··· MATERIAL TO PROCESS ···

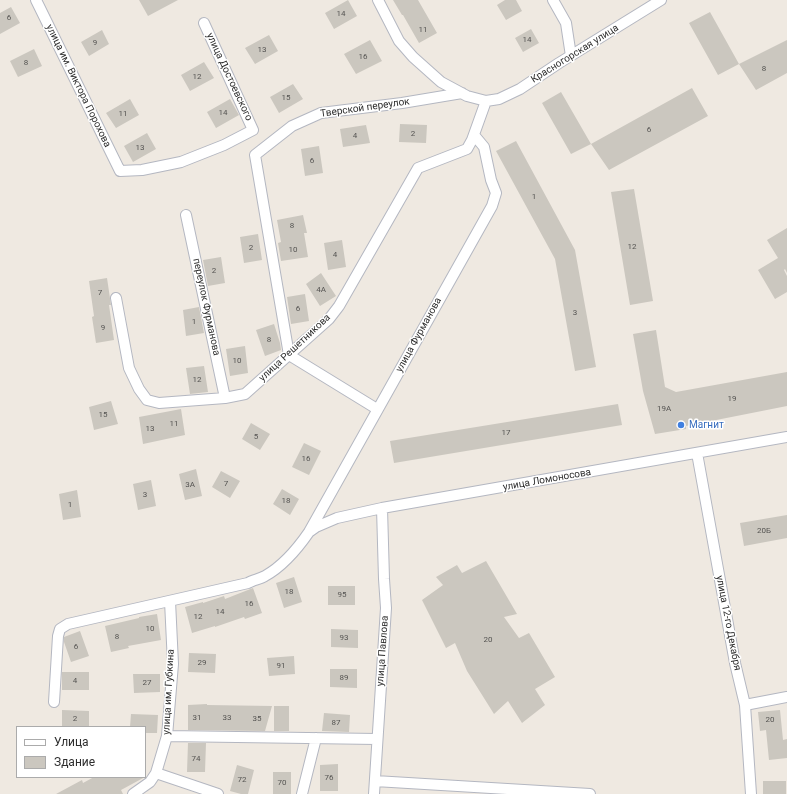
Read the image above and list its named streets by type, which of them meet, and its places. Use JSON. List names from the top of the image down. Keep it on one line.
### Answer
{"streets":{"street":["Красногорская улица","улица Достоевского","улица им. Виктора Порохова","Тверской переулок","переулок Фурманова","улица Фурманова","улица Решетникова","улица Ломоносова","улица 12-го Декабря","улица Павлова","улица им. Губкина"]},"crossings":[["Красногорская улица","улица Решетникова"],["улица Достоевского","улица им. Виктора Порохова"],["Тверской переулок","улица Решетникова"],["переулок Фурманова","улица Решетникова"],["улица Фурманова","улица Решетникова"],["улица Фурманова","улица Ломоносова"],["улица Фурманова","улица им. Губкина"],["улица Ломоносова","улица 12-го Декабря"],["улица Ломоносова","улица Павлова"]],"places":["Магнит"],"house_numbers":["14","6","11","14","9","13","16","8","8","12","15","14","11","6","2","4","13","6","1","8","12","2","10","4","2","4А","7","6","3","1","9","8","10","12","19","19А","15","11","13","17","5","16","7","3А","3","18","1","20Б","18","95","16","14","12","10","8","93","20","6","29","91","89","4","27","31","33","2","35","20","87","74","76","72","70"],"legend":["Улица","Здание"]}
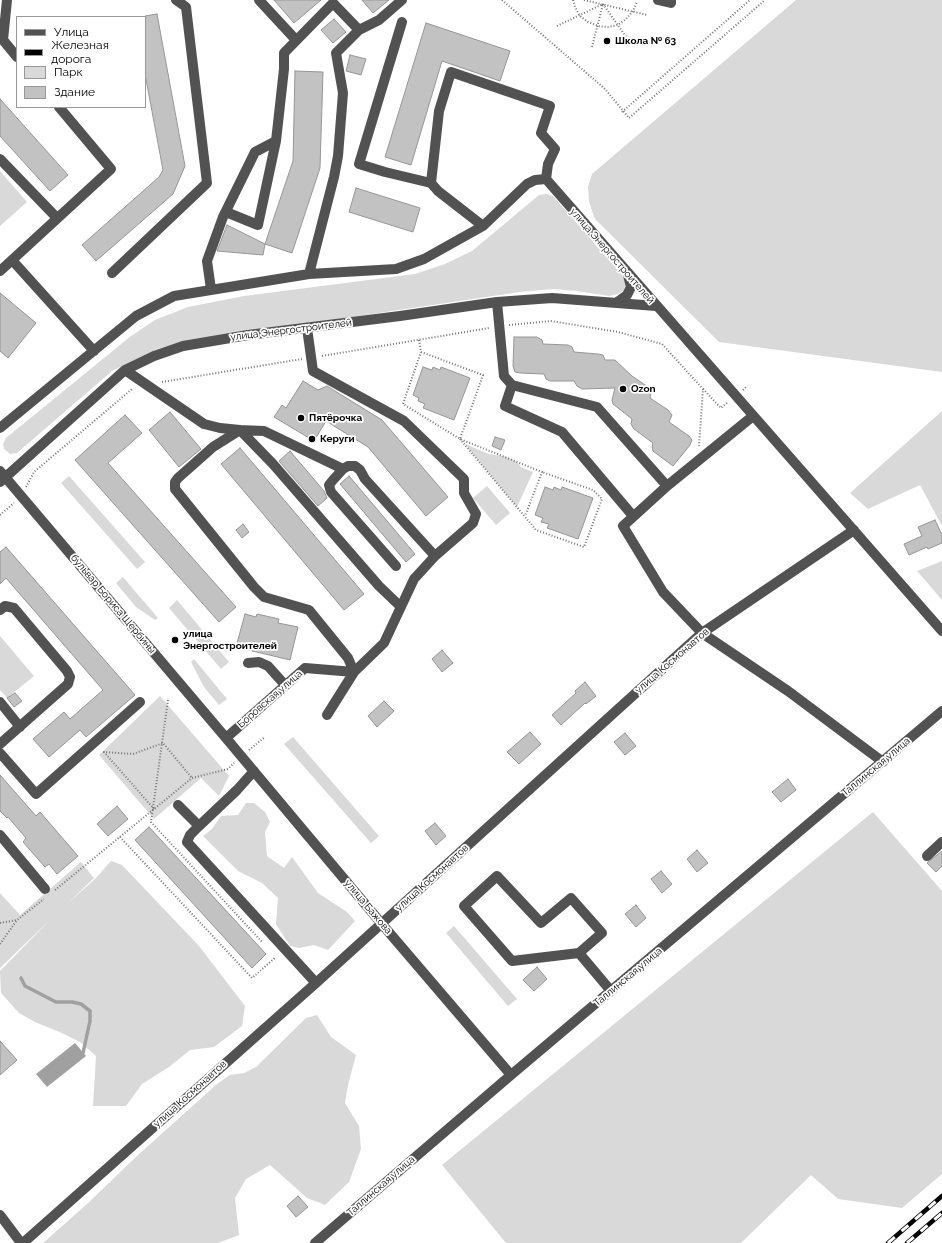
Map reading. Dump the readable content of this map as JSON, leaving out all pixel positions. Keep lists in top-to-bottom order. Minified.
{"streets":{"street":["улица Энергостроителей","бульвар Бориса Щербины","улица Космонавтов","Боровская улица","Таллинская улица","улица Бажова"]},"crossings":[["улица Энергостроителей","бульвар Бориса Щербины"],["бульвар Бориса Щербины","Боровская улица"],["бульвар Бориса Щербины","улица Бажова"],["улица Космонавтов","улица Бажова"],["Боровская улица","улица Бажова"],["Таллинская улица","улица Бажова"]],"places":["Школа № 63","Ozon","Пятёрочка","Керуги","улица Энергостроителей"],"legend":["Улица","Железная дорога","Парк","Здание"]}
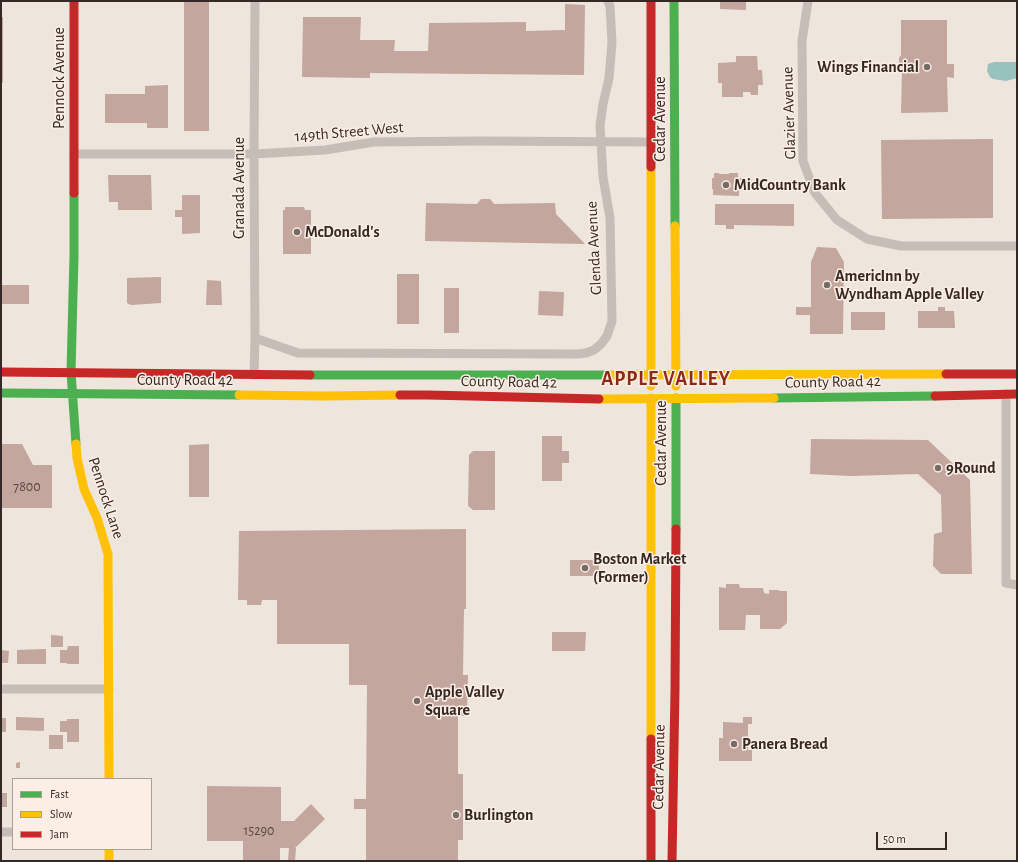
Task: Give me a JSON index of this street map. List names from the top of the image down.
{
  "streets": {
    "main road": [
      "Pennock Avenue",
      "Cedar Avenue",
      "County Road 42",
      "Pennock Lane"
    ],
    "street": [
      "Glazier Avenue",
      "149th Street West",
      "Granada Avenue",
      "Glenda Avenue"
    ]
  },
  "crossings": [
    ["Pennock Avenue", "149th Street West"],
    ["Pennock Avenue", "Pennock Lane"],
    ["Cedar Avenue", "149th Street West"],
    ["Cedar Avenue", "County Road 42"],
    ["149th Street West", "Granada Avenue"],
    ["149th Street West", "Glenda Avenue"],
    ["149th Street West", "Pennock Lane"],
    ["Granada Avenue", "Glenda Avenue"],
    ["Granada Avenue", "County Road 42"],
    ["County Road 42", "Pennock Lane"]
  ],
  "districts": ["APPLE VALLEY"],
  "places": [
    "Wings Financial",
    "MidCountry Bank",
    "McDonald's",
    "AmericInn by Wyndham Apple Valley",
    "9Round",
    "Boston Market (Former)",
    "Apple Valley Square",
    "Panera Bread",
    "Burlington"
  ],
  "house_numbers": ["7800", "15290"],
  "legend": ["Fast", "Slow", "Jam"],
  "scale_bar": "50 m"
}
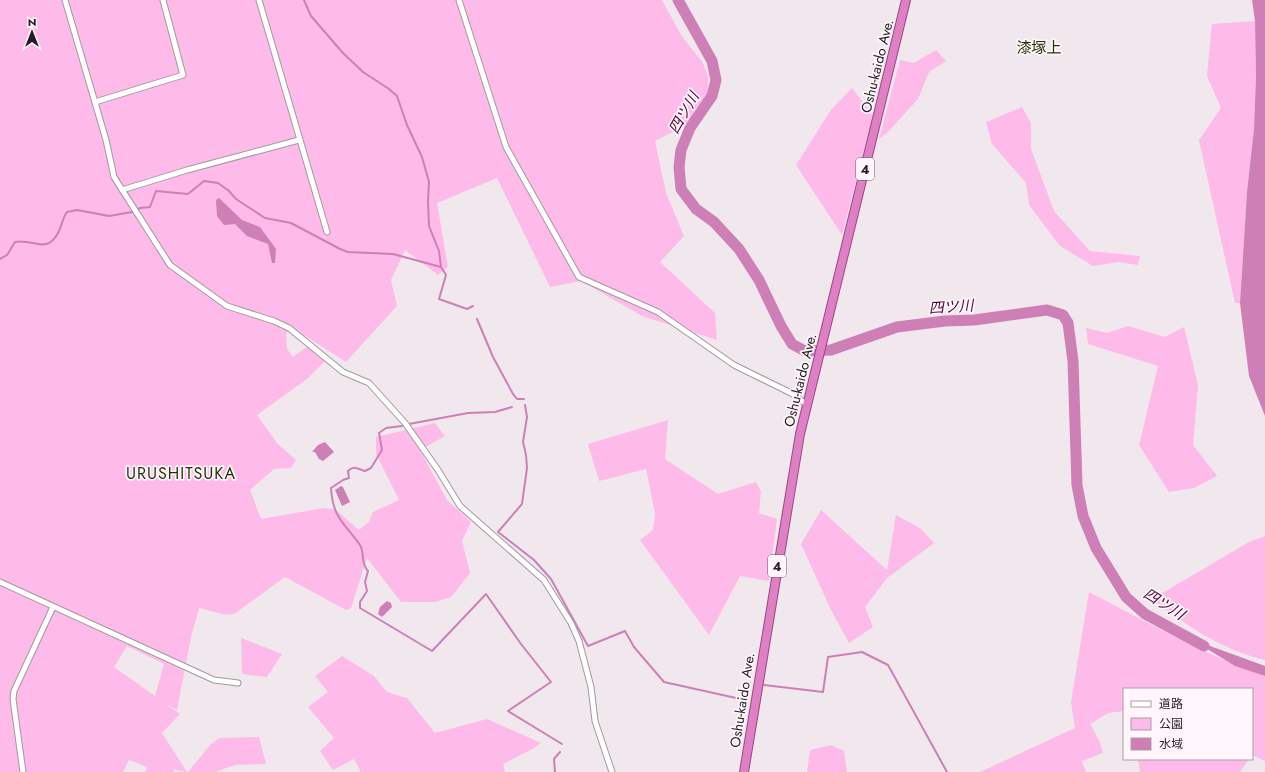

···

_TASK REQUIREMENTS:_
Each line of the listing above that includes the word "down" should be copied.

_ANSWER FOR THE TASK:_
Read the image above and list its named streets by type, which of them meet, and its places. Use JSON. List names from the top of the image down. Keep it on one line.
Task: Give me a JSON index of this street map. List names from the top of the image down.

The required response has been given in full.